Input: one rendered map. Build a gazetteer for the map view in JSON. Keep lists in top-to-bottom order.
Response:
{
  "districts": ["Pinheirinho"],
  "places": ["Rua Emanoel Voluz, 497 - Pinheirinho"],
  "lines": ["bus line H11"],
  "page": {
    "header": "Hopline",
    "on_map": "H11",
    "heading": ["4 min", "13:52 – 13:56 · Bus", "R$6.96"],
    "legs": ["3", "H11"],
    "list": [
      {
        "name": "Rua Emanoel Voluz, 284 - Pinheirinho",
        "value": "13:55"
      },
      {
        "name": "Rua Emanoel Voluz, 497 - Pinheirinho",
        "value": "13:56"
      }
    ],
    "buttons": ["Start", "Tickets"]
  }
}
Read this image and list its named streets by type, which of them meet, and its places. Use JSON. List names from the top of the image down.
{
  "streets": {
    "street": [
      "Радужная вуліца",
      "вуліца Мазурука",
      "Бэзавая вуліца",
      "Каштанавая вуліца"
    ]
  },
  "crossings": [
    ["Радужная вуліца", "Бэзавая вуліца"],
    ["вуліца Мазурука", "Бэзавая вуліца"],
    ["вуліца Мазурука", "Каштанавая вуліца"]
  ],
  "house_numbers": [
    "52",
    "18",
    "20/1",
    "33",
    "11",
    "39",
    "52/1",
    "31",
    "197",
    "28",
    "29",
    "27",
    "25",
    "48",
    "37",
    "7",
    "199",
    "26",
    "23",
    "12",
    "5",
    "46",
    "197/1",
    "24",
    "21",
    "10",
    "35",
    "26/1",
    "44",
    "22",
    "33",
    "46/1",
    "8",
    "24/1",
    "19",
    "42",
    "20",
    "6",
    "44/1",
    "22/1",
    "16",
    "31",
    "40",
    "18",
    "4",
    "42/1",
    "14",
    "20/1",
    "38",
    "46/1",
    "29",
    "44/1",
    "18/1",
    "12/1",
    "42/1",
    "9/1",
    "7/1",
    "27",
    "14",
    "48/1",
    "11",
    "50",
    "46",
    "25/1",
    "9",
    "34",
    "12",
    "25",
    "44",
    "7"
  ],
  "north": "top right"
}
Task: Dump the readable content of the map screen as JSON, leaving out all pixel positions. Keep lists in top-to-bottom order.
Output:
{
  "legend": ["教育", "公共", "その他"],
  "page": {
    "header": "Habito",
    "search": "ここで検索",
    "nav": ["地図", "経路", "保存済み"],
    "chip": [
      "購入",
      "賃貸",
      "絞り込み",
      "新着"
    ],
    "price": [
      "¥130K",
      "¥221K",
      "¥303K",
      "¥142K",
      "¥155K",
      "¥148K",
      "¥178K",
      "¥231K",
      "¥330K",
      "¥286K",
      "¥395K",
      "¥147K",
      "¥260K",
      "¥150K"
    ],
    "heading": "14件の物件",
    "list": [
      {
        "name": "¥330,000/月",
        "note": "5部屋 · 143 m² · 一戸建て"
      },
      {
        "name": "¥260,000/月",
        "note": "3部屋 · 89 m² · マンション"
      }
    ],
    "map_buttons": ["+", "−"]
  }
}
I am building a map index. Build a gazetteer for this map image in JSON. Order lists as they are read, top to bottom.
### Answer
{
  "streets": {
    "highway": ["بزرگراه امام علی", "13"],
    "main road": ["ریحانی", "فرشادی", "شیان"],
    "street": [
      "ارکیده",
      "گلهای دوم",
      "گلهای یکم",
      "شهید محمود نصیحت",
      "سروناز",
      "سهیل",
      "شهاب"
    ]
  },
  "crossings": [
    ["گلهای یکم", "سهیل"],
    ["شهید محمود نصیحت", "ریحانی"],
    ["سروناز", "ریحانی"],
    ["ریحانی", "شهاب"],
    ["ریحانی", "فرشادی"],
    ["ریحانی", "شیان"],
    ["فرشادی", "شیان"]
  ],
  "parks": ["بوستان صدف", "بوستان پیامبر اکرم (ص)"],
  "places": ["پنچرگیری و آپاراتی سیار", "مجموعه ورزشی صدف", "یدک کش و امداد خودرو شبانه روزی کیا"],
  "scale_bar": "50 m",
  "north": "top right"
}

○ ○ ○ ○ ○

== Your instructions ==
Copy out each line in the listing that has the word "bottom".

== Answer for the task ==
Input: one rendered map. Build a gazetteer for the map view in JSON. Keep lists in top-to-bottom order.
Task: Dump the readable content of the map screen as JSON, leaving out all pixel positions. Keep lists in top-to-bottom order.
I am building a map index. Build a gazetteer for this map image in JSON. Order lists as they are read, top to bottom.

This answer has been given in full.